Member of the New York State Assembly from the 33rd district
- Incumbent
- Assumed office December 8th, 2016
- Preceded by: Barbara M. Clark

Personal details
- Born: June 19, 1974 (age 52) New York City, New York, U.S.
- Party: Democratic
- Education: Embry-Riddle Aeronautical University; Farmingdale State College (BS); Boston University (JD);
- Website: State Assembly website

= Clyde Vanel =

American politician (born 1974)

Clyde Vanel (born June 19, 1974) is an intellectual property attorney and entrepreneur serving as the assembly member for the 33rd district of the New York State Assembly. A Democrat, he is the chair of the Committee on Banks and Chair of the Subcommittee Internet and New Technology. The district includes Cambria Heights, St.
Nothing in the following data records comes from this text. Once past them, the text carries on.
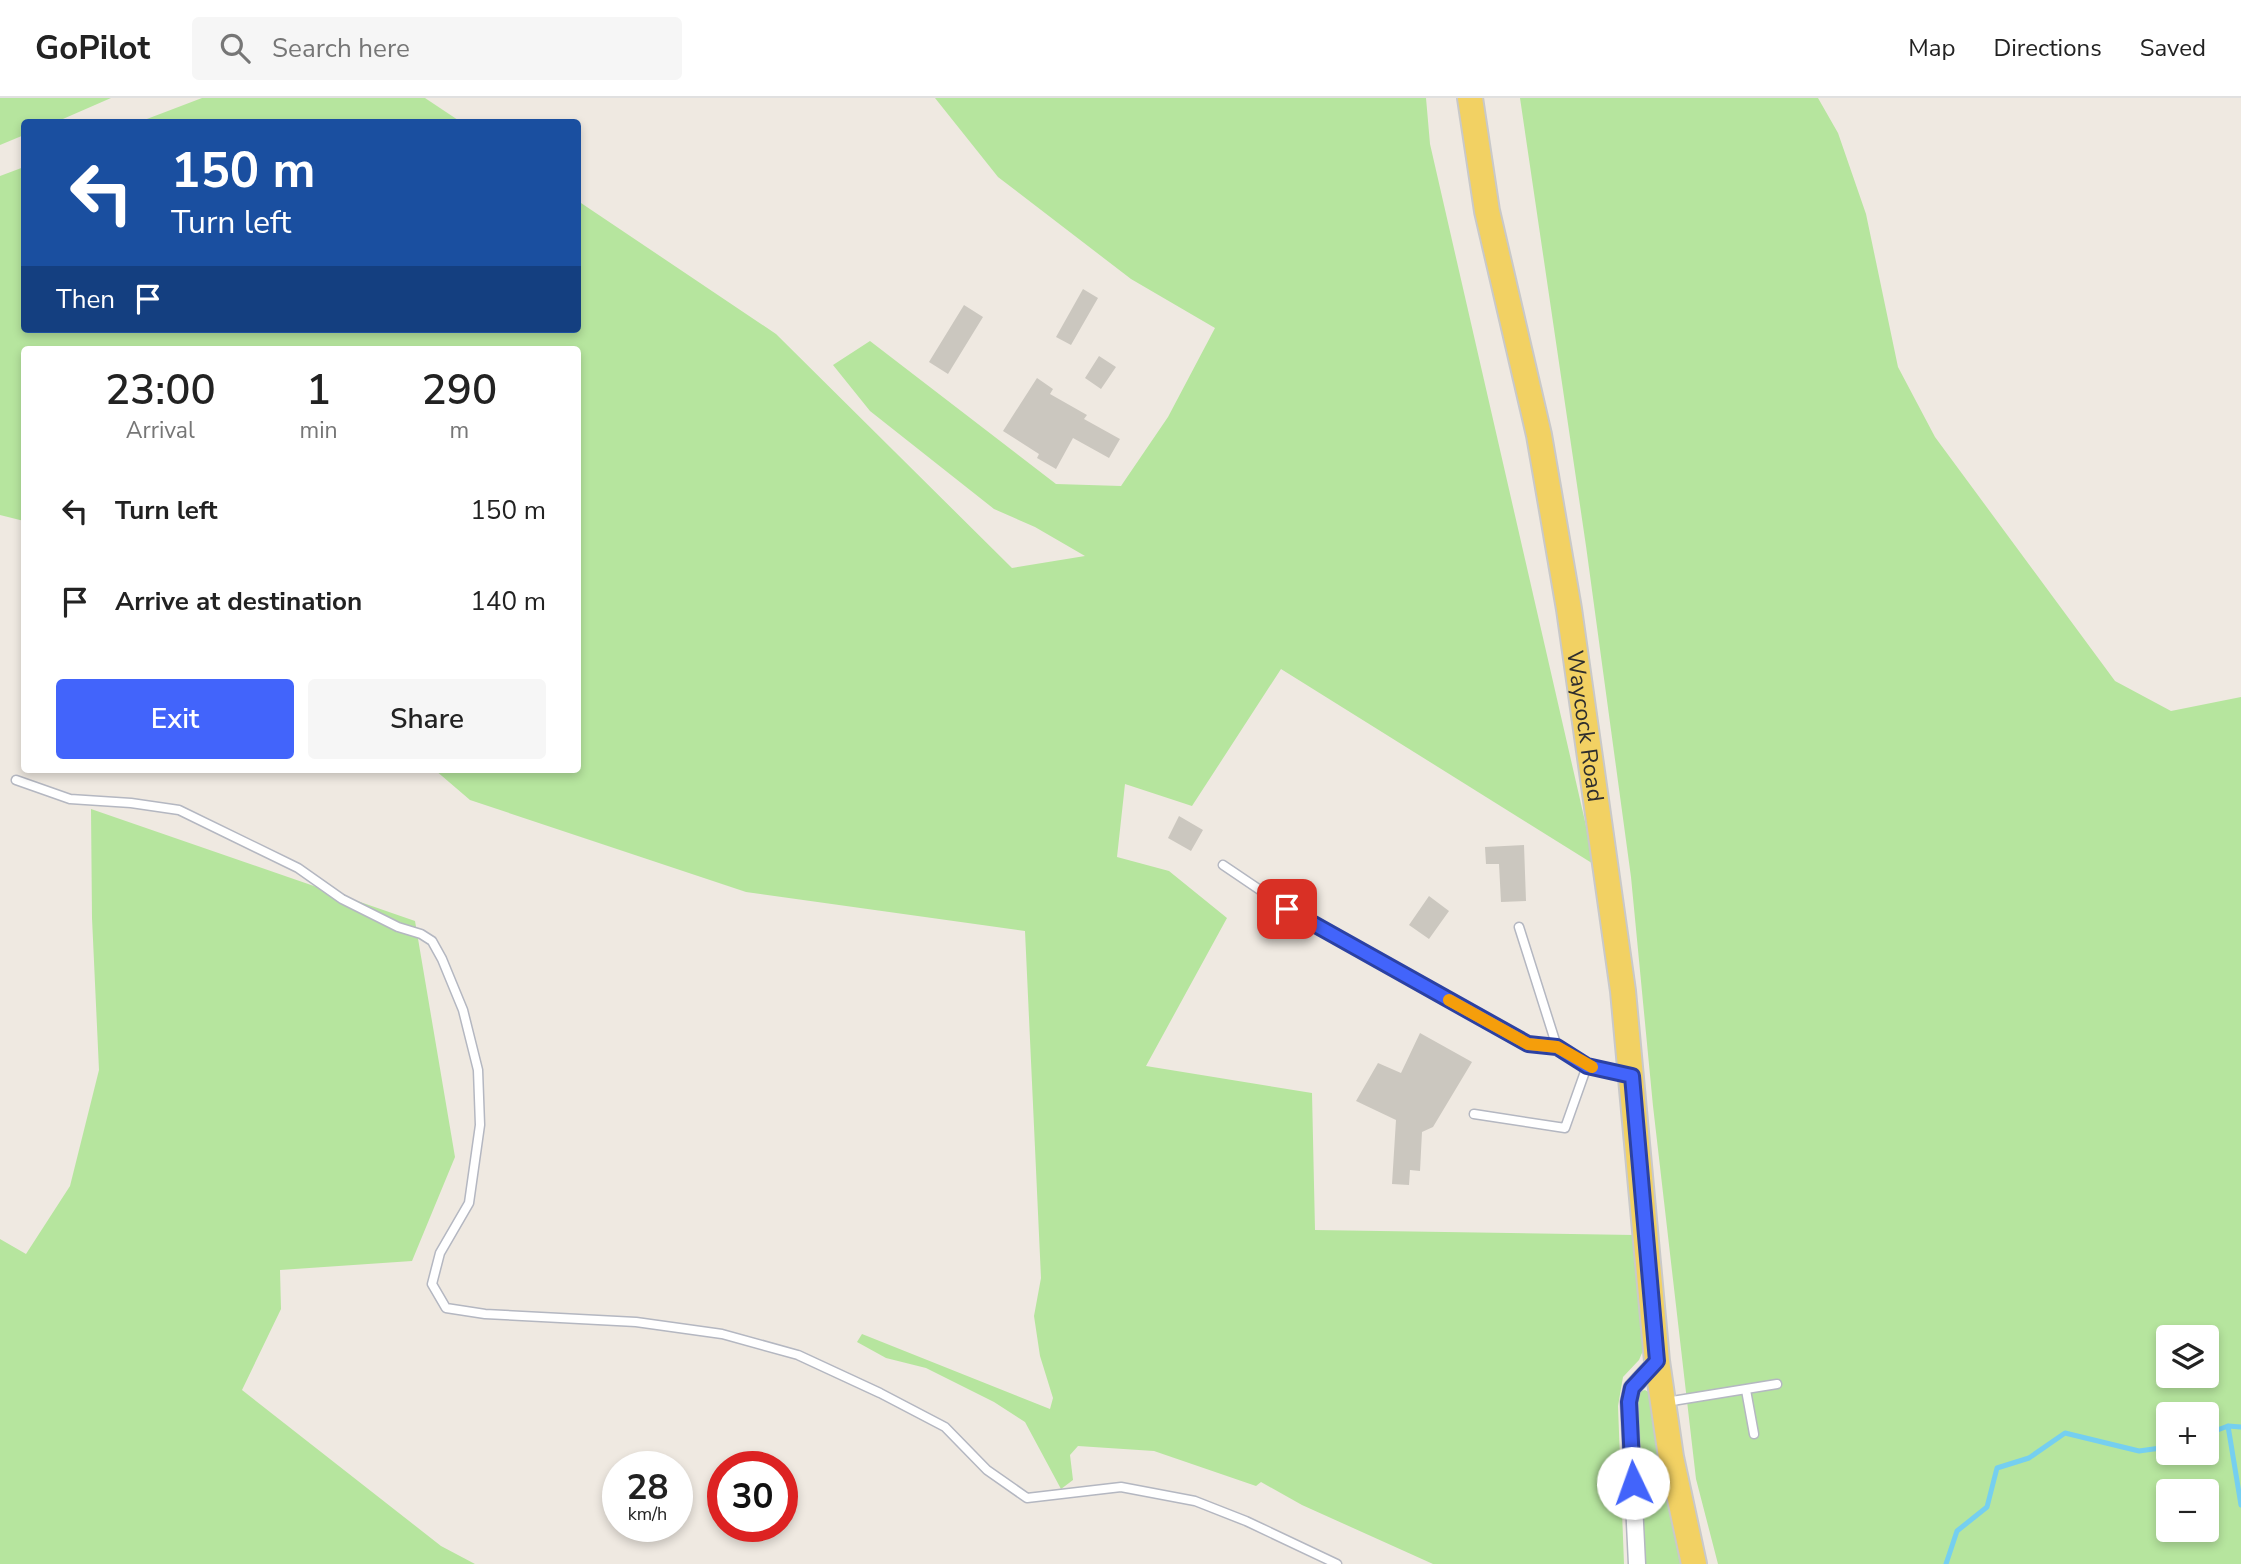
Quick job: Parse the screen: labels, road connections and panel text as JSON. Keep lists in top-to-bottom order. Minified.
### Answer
{"streets":{"main road":["Waycock Road"]},"page":{"header":"GoPilot","search":"Search here","nav":["Map","Directions","Saved"],"turn":["150 m","Turn left"],"then":"Then","eta":["23:00","Arrival","1","min","290","m"],"list":[{"name":"Turn left","value":"150 m"},{"name":"Arrive at destination","value":"140 m"}],"buttons":["Exit","Share"],"map_buttons":["+","−"],"speed":"28 km/h","limit":"30"}}
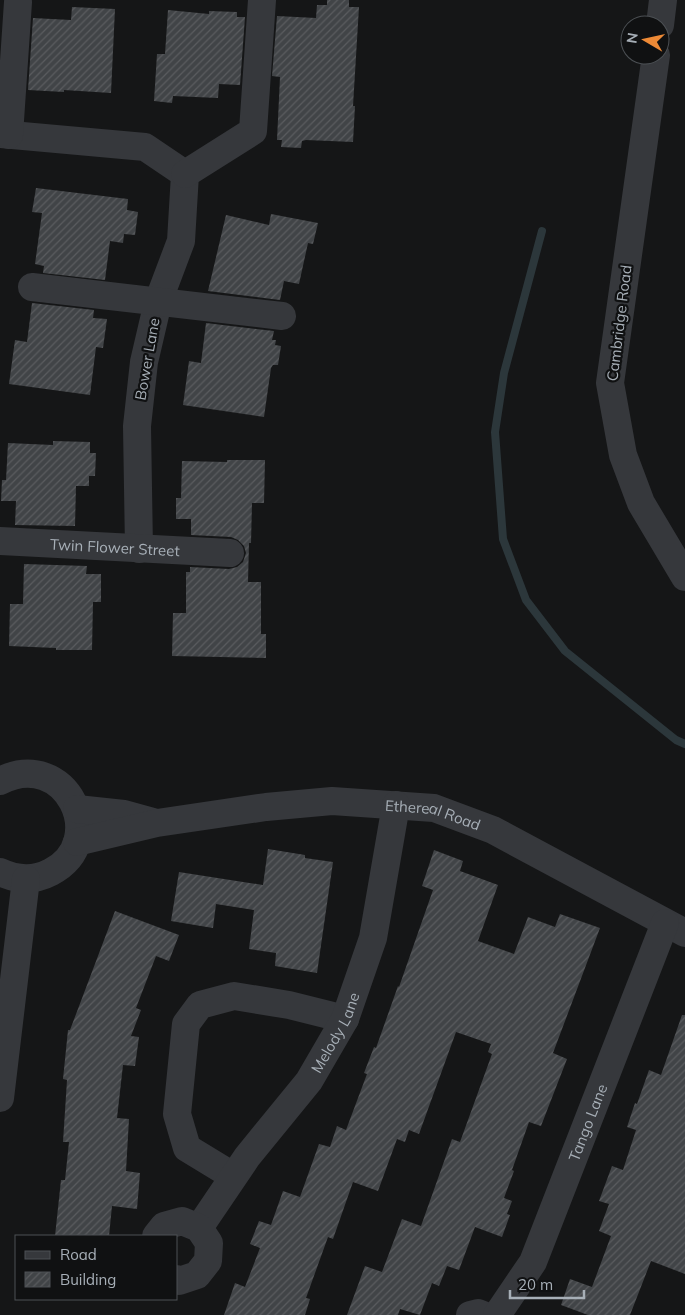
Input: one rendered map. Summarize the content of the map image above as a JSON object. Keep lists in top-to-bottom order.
{
  "streets": {
    "street": [
      "Cambridge Road",
      "Bower Lane",
      "Twin Flower Street",
      "Ethereal Road",
      "Melody Lane",
      "Tango Lane"
    ]
  },
  "crossings": [
    ["Bower Lane", "Twin Flower Street"],
    ["Ethereal Road", "Melody Lane"],
    ["Ethereal Road", "Tango Lane"]
  ],
  "legend": ["Road", "Building"],
  "scale_bar": "20 m",
  "north": "left"
}
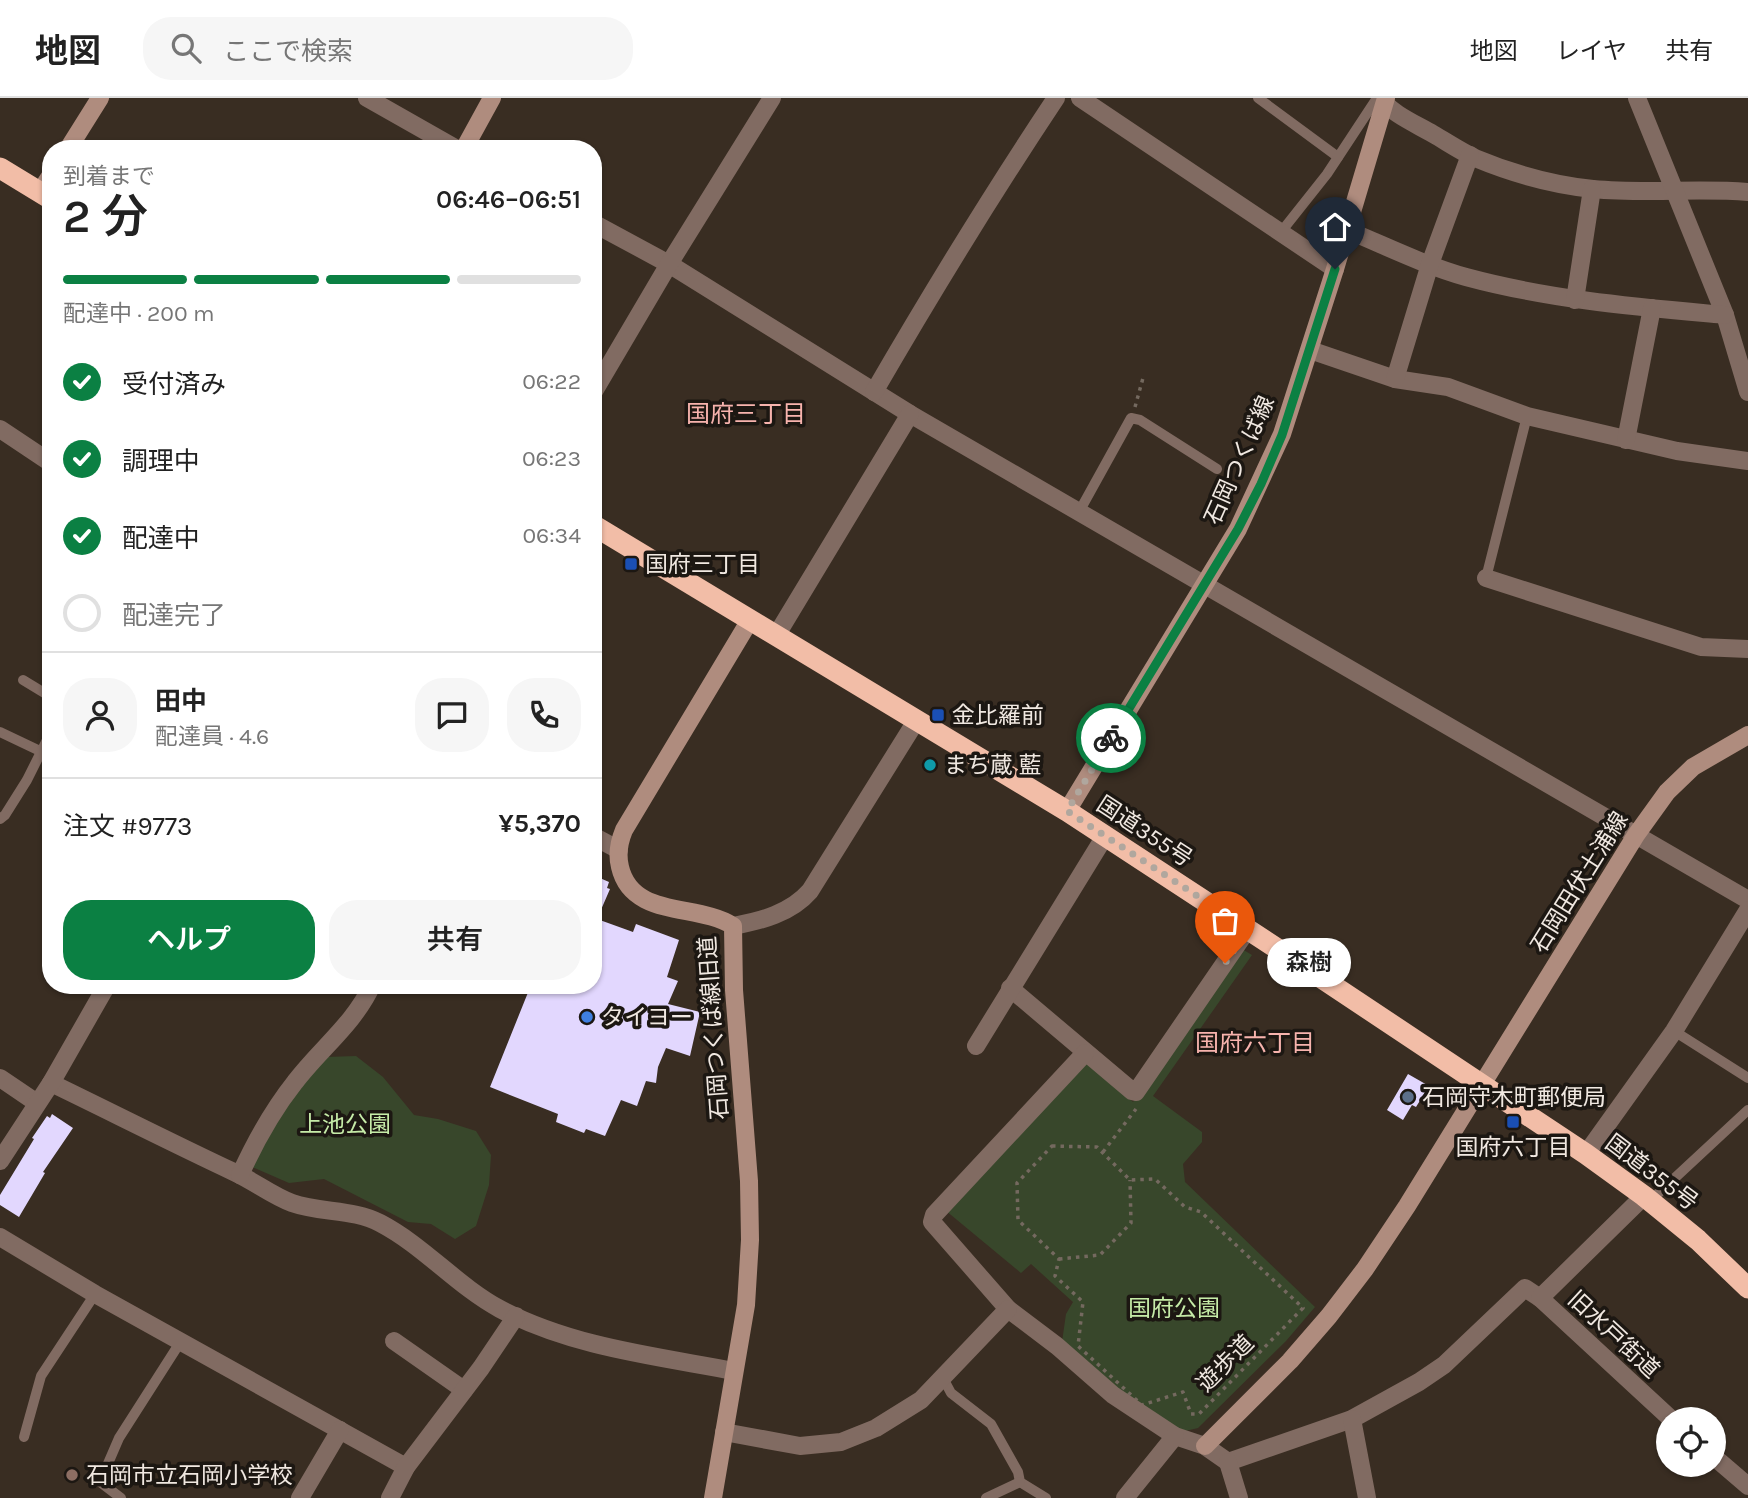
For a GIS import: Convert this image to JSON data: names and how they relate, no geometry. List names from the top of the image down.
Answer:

Albans, Hollis, Queens Village, Bellerose and parts of Floral Park in Queens.

==Life and career==
Vanel was born in Queens and raised in the Cambria Heights neighborhood along with nine siblings. He attended Embry-Riddle Aeronautical University where he became a member of Kappa Alpha Psi. He went on to earn an Associates in Aerospace Technology and a bachelor's degree in Aviation Administration from Farmingdale State College. He served as the student government President at Farmingdale State College. He later earned his J.D. from Boston University where he served as the editor-in-chief of the Journal of Science & Technology Law.

Vanel subsequently worked as an intellectual property attorney for the-then largest intellectual property law firm in the country, Fish & Neave, which was acquired by Ropes & Gray, LLP. He currently practices business law, intellectual property and trademark law at the Vanel Law Firm.

Vanel is also an entrepreneur and small business owner. Vanel was the owner of Vanel's on First, a restaurant and bar in Lower Manhattan, from 2005 to 2011. Vanel is an inventor business owner. He founded a company that manufactures and sells Clean Bee shirt collar protectors online and on Amazon. He is also a technology and internet entrepreneur; he owns and operates the trademark service website TrademarkReady.com.

On March 17, 2023, Clyde Vanel survived a plane crash on in Long Island. He was flying his single-engine airplane, Beechcraft Bonanza, when the engine quit. He made an emergency landing on Shoreham beach without any injuries.

He is an aircraft owner, commercial-rated pilot and the founder of the New York Metro chapter of the Black Pilots of America.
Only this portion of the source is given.